Monday, February 2, 2009

Inspiration: It's not about landscapes, it's about having new eyes

"We travel because we're natural born sensualists. Sure, we're smack-dab in a miraculously rich sensory environment without even leaving home. The local franchise coffee dispensary, if we stop fidgeting long enough to let it flow in, is a teeming universe of sense-delights. Problem is, we don't usually notice through the the habit-mist. But we do notice this incredible, unceasing flood to our senses when we travel. Sights, sounds and -probably the least honored (because they're so seemingly vestigial)--the smells, sunrise in the Himalaya. The sugs of Istanbul. Wild horses galloping across the plains of Patagonia. Dinner in Tuscany. There is no end to it.

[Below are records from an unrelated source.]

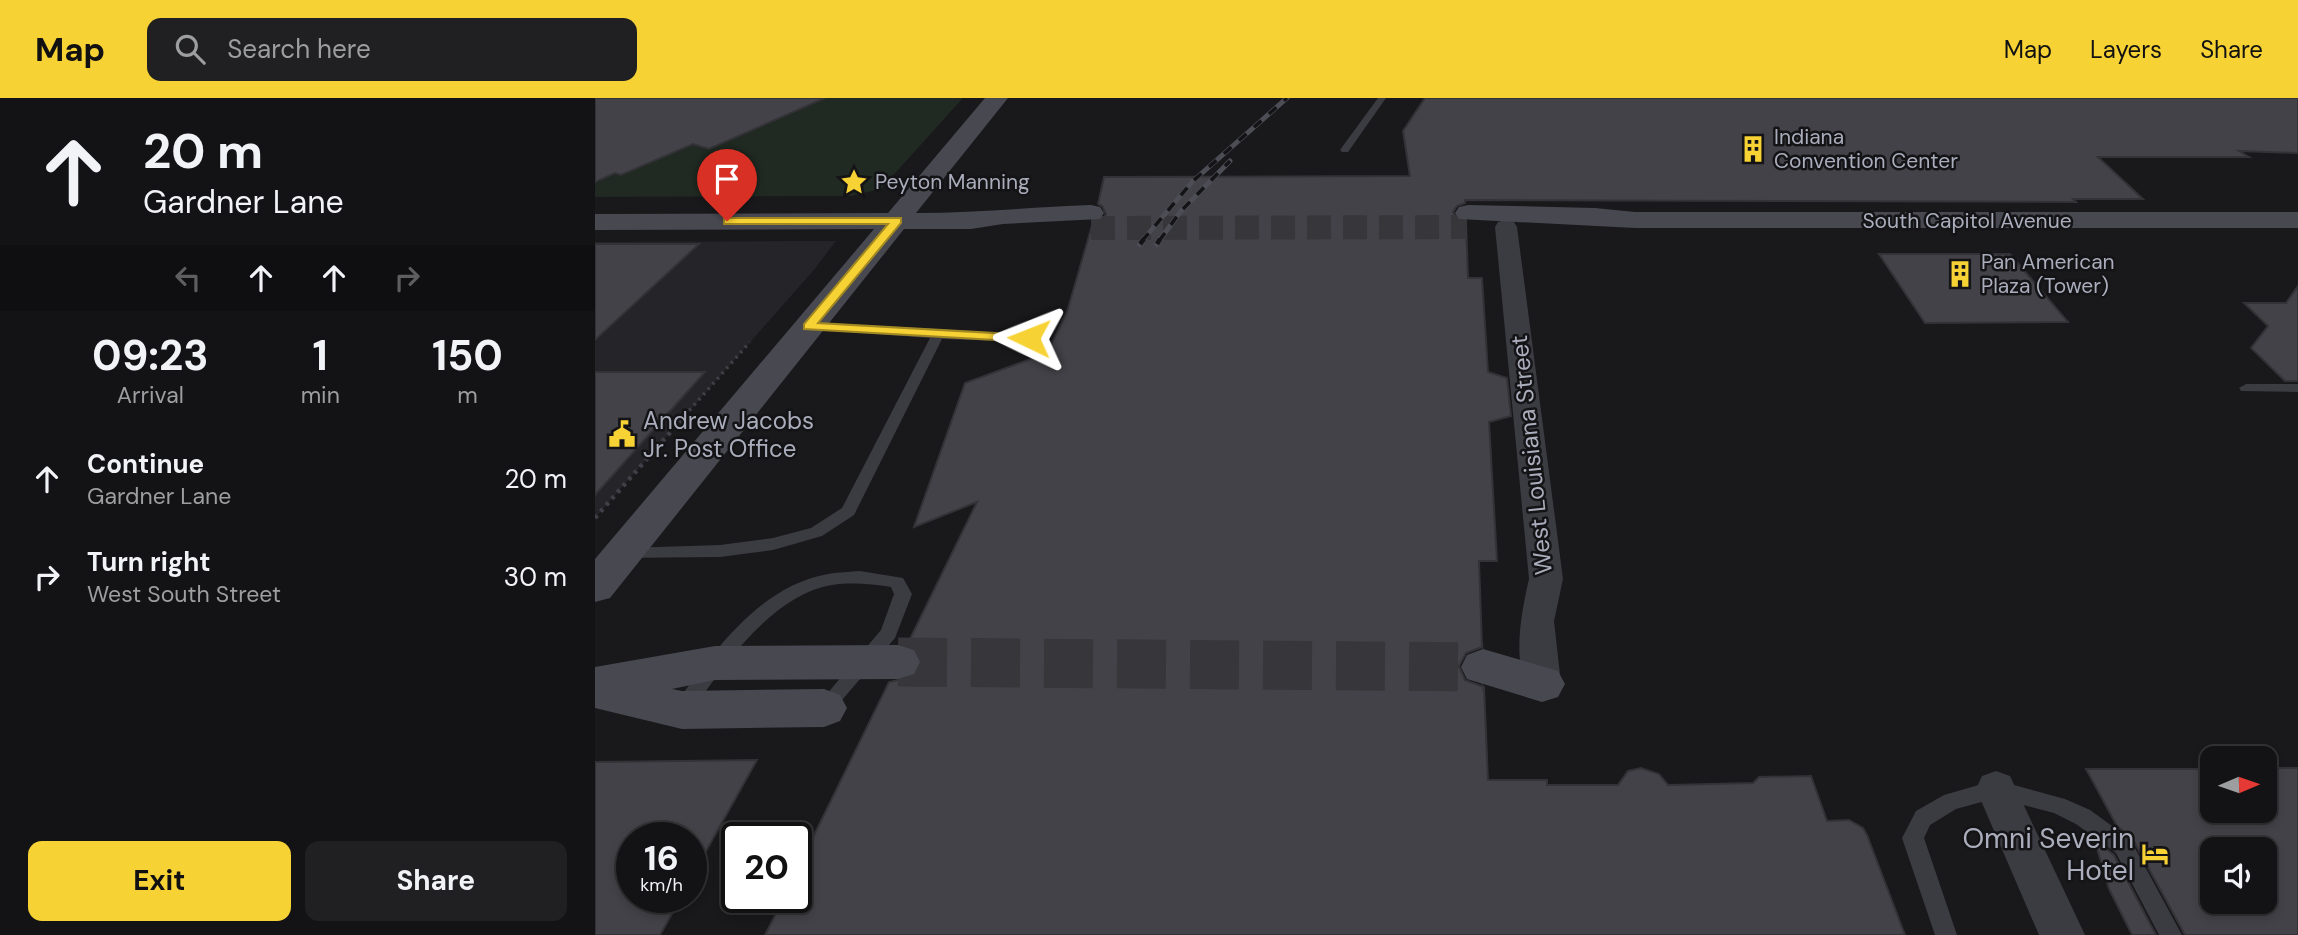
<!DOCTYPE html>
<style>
body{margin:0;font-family:"DM Sans",sans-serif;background:#202022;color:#f1f3f6;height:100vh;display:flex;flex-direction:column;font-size:26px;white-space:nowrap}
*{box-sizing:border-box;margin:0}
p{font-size:23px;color:#9d9ea0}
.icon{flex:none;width:38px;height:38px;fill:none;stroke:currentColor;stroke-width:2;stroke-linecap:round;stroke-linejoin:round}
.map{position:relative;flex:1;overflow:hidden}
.details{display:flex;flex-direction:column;background:#131214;width:595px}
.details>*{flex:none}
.banner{background:#131214;color:#f1f3f6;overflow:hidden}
.needle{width:46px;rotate:88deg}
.buttons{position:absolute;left:1605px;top:648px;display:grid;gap:14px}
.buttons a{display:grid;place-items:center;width:77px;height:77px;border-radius:14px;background:#131214;box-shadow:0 4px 10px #0003,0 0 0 2px #323234;font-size:35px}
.speed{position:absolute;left:21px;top:724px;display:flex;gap:14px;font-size:35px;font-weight:700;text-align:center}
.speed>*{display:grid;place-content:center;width:91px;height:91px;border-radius:50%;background:#131214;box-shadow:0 4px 10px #0003,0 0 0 2px #323234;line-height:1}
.speed small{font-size:18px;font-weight:400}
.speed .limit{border:4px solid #111;border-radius:10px;background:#fff;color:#111}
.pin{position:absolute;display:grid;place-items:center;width:60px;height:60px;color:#fff;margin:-72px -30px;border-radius:50% 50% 50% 0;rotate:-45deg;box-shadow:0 0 7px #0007}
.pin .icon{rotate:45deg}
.me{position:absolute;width:77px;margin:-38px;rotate:272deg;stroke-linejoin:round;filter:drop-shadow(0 0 5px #0008)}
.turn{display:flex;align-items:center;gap:24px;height:147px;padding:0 28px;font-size:32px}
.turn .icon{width:91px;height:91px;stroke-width:2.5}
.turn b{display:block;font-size:49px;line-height:60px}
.lanes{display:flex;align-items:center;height:66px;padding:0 28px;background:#0003;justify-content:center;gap:35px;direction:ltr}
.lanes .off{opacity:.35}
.eta{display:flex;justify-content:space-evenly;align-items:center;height:119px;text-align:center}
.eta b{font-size:42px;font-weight:700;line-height:49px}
.cta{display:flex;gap:14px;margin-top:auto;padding:14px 28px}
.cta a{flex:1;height:80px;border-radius:14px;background:#f7d234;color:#111;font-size:28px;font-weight:700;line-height:80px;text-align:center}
.cta a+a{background:#202022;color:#f1f3f6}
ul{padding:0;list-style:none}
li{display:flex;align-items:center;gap:21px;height:98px;padding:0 28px}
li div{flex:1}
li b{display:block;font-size:26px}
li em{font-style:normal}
header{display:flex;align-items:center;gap:42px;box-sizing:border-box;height:98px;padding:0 35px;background:#f7d234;color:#111}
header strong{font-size:33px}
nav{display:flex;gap:38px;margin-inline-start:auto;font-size:24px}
.search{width:490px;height:63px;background:#202022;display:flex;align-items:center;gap:18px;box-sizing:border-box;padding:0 24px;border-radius:14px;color:#9d9ea0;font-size:26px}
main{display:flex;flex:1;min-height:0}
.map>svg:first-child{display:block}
.built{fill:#252428}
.green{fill:#202922}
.building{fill:#434248;stroke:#333237;stroke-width:2;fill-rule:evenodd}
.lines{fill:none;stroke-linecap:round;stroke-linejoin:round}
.secondary-tunnel-far1{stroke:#36363b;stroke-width:24;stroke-dasharray:24 12;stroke-linecap:butt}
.secondary-tunnel{stroke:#36363b;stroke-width:49;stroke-dasharray:49 24;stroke-linecap:butt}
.path-far1{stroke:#3f4047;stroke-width:3.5;stroke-dasharray:2.5 4.5;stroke-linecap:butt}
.path{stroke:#3f4047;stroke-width:4.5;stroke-dasharray:3.5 5;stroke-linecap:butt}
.lane{fill:#3b3b42;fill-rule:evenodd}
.street{fill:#3b3b42;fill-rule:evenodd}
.secondary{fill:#474850;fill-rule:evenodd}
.rail-far1-casing{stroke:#4c4d55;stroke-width:5}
.rail-casing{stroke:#4c4d55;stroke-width:6}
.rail-far1{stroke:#141316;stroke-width:3.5;stroke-dasharray:10;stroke-linecap:butt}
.rail{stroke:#141316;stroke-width:4.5;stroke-dasharray:12;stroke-linecap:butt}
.route{fill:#f7d234;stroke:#a18822;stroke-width:2}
.labels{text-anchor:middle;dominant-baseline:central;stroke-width:5;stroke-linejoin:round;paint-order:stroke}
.far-poi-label{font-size:21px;fill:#aaadbb;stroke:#141316;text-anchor:start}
.far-street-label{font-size:21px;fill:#aaadbb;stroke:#141316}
.poi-label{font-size:24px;fill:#aaadbb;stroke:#141316;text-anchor:start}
.street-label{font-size:24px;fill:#aaadbb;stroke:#141316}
.near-poi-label{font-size:28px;fill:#aaadbb;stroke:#141316;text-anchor:end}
</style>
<header>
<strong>Map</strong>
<div class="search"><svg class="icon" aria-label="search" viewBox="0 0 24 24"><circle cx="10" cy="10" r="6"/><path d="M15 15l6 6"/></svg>Search here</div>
<nav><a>Map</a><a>Layers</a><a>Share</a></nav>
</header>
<main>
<section class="details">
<div class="banner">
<div class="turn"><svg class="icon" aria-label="ahead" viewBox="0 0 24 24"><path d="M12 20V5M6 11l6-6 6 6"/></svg><div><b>20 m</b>Gardner Lane</div></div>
<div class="lanes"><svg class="icon off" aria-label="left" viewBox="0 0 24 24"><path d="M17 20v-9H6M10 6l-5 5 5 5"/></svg><svg class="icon" aria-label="ahead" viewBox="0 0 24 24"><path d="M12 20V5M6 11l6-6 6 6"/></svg><svg class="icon" aria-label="ahead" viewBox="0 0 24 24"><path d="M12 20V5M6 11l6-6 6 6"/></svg><svg class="icon off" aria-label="right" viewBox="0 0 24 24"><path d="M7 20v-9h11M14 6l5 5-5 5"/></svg></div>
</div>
<div class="eta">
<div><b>09:23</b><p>Arrival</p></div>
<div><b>1</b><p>min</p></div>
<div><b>150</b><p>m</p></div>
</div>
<ul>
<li><svg class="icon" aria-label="ahead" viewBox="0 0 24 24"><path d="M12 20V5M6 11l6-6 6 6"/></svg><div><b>Continue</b><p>Gardner Lane</p></div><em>20 m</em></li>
<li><svg class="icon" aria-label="right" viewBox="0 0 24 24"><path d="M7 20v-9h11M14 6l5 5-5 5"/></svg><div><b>Turn right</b><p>West South Street</p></div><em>30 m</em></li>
</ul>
<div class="cta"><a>Exit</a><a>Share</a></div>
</section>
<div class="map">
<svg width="1703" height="837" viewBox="0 0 1703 837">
<rect width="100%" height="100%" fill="#19181b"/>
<path class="built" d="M241,143L218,173L0,420V144Z"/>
<path class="green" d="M0,0H368L286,91L256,98L0,99Z"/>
<path class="building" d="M0,0H230L114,51L98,46L26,77L20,75L0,84Z
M830,0H1703V55L1644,53L1654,59H1503L1548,101H1478L1481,104L870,102V105L862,108L858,114L862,122L871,124L873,180H887L893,274L912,280L916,318L894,324L902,463H884L887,549L871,555L864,568L870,582L889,589L893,682H952V687H1023L1033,673L1046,670L1064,676L1073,687L1158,685L1164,679L1216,678L1232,723L1254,722L1268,730L1272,737L1310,837H170L189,800H201V774L294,584L320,578L327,565L321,551L312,547L382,404L319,429L370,285L452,255L472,214L498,124L507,122L511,116L507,108L503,106L509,79L815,78L808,33Z
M0,146H104L0,242Z
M1284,156H1415L1473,224L1330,225Z
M1703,188V283H1690L1656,250L1673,228L1649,205H1691Z
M0,274H110L0,397Z
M162,662L96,780V740H37V800H86L65,837H0V664Z
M1670,670H1703V837H1590L1537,740L1522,728L1491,671H1617V712H1670ZM1617,751H1670V803H1617Z
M1501,747H1506L1519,757L1561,837H1537L1514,791Z"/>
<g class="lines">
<path class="secondary-tunnel-far1" d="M496,130L872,129"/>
<path class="secondary-tunnel" d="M303,564L888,569"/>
<path class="path-far1" d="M85,323L155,244"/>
<path class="path" d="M0,420L87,321"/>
<path class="lane" d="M783,0H791L753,54H747L745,52Z
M214,224L434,236L440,240L434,244L347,241L259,417L227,438L178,452L125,459L24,460L22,456L30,450L125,447L178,440L216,430L247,410L335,240L210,231L208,228Z
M1651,286H1703V294L1646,293L1644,290Z
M265,473L308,480L317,496L300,540L236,615L229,618L222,615L220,610L286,532L299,496L296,489C276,486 257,484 237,487C176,497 128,569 95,615L88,618L81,615L79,610L81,605C120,552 165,488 233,476C244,474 255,474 265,473Z
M1401,682L1470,701L1495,712L1535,741L1587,837H1564L1521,755L1481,726L1459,715L1401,700L1361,711L1335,727L1329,740L1362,837H1340L1307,740L1321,713L1349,697Z"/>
<path class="street" d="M911,122L919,124L922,129L968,481L959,523L966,586L960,596L947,601L934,596C917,564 926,515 934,481L900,129L903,124Z
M1401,673L1415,678L1490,837H1444L1381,691L1387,678Z"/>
<path class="secondary" d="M390,0H413L321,115C380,115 438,109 496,107L505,109L509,115L505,121L408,126L376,131H309L15,500L0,504V461L279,131L0,132V116L293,115Z
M873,107L1000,110L1040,114H1703V130H1040L864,121L860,115L864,109Z
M303,547L319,552L325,564L319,576L303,581L120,582L77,591L87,593L229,591L245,597L252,610L245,623L229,629L87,631L0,610V569L120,548Z
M888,551L963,573L970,586L963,599L947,604L872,581L866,569L872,557Z"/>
<defs>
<path id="rail-far1" d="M547,143L598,83L692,0
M564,143L586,113L635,63"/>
<path id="rail" d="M545,146L549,141
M562,146L565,141"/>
</defs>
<use href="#rail-far1" class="rail-far1-casing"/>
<use href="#rail" class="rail-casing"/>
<use href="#rail-far1" class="rail-far1"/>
<use href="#rail" class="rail"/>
</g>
<path class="route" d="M132,120H306V125L223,225L434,237L440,240L434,244L209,231V226L293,126H129V121Z"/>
<defs>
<symbol id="building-bare" viewBox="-9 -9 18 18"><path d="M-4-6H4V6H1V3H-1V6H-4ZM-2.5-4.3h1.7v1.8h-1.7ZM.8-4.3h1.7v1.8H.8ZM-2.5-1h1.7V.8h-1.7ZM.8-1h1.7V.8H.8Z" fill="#f7d234" stroke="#141316" stroke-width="2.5" paint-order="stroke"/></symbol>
<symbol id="sight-bare" viewBox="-9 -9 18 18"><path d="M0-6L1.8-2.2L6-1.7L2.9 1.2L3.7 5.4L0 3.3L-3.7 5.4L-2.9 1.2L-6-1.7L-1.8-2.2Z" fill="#f7d234" stroke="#141316" stroke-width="2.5" paint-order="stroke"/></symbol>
<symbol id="civic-bare" viewBox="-9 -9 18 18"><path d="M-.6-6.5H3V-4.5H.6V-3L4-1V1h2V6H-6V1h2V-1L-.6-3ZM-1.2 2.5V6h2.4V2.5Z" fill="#f7d234" stroke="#141316" stroke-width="2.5" paint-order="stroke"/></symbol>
<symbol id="hotel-bare" viewBox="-9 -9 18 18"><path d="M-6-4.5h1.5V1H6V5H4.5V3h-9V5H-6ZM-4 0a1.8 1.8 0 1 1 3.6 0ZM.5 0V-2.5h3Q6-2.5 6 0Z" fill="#f7d234" stroke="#141316" stroke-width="2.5" paint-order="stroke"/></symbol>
</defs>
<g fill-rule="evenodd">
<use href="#building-bare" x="1139" y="32" width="38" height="38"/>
<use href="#sight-bare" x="240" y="65" width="38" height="38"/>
<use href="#building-bare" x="1346" y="157" width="38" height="38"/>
<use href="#civic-bare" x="8" y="317" width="38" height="38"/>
<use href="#hotel-bare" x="1541" y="737" width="38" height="38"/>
</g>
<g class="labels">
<g class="far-poi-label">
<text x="1179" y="39">Indiana<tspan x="1179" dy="24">Convention Center</tspan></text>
<text x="280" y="84">Peyton Manning</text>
<text x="1386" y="164">Pan American<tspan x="1386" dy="24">Plaza (Tower)</tspan></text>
</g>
<g class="far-street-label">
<text x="1372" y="123">South Capitol Avenue</text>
</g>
<g class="poi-label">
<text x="48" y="322">Andrew Jacobs<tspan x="48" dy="28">Jr. Post Office</tspan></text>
</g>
<g class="street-label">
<text transform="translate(936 357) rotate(-96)">West Louisiana Street</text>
</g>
<g class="near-poi-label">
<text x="1539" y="740">Omni Severin<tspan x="1539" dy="32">Hotel</tspan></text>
</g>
</g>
</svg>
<div class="buttons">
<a><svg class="needle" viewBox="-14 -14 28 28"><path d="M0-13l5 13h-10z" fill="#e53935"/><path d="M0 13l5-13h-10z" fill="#9d9ea0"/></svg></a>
<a><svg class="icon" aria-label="sound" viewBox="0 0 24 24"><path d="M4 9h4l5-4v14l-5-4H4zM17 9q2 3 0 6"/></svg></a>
</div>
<div class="speed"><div>16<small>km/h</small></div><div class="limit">20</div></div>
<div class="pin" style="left:132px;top:123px;background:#d93025"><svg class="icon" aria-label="arrive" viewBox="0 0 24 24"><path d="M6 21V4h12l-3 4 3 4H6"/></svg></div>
<svg class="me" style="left:434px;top:240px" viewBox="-20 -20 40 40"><path d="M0-17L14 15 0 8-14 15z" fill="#f7d234" stroke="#fff" stroke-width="4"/></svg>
</div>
</main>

We travel, as Chesterton said "not so set foot on foreign land (but to) set foot on one's own country as foreign land." That is, we travel to understand our normal life and land better. To appreciate them more to mine them for their joy and, yes, their unending exoticism. To look beyond what someone recently called "the narcissicism of the unspoiled place, " which contains within it the dull, life-shunning notion that the very place we live in is in somehow "spoiled." Proust said it too: "The real voyage of discovery consists not in seeing new landscapes, but in having new eyes." Travel gives us new eyes. It makes the old brand new."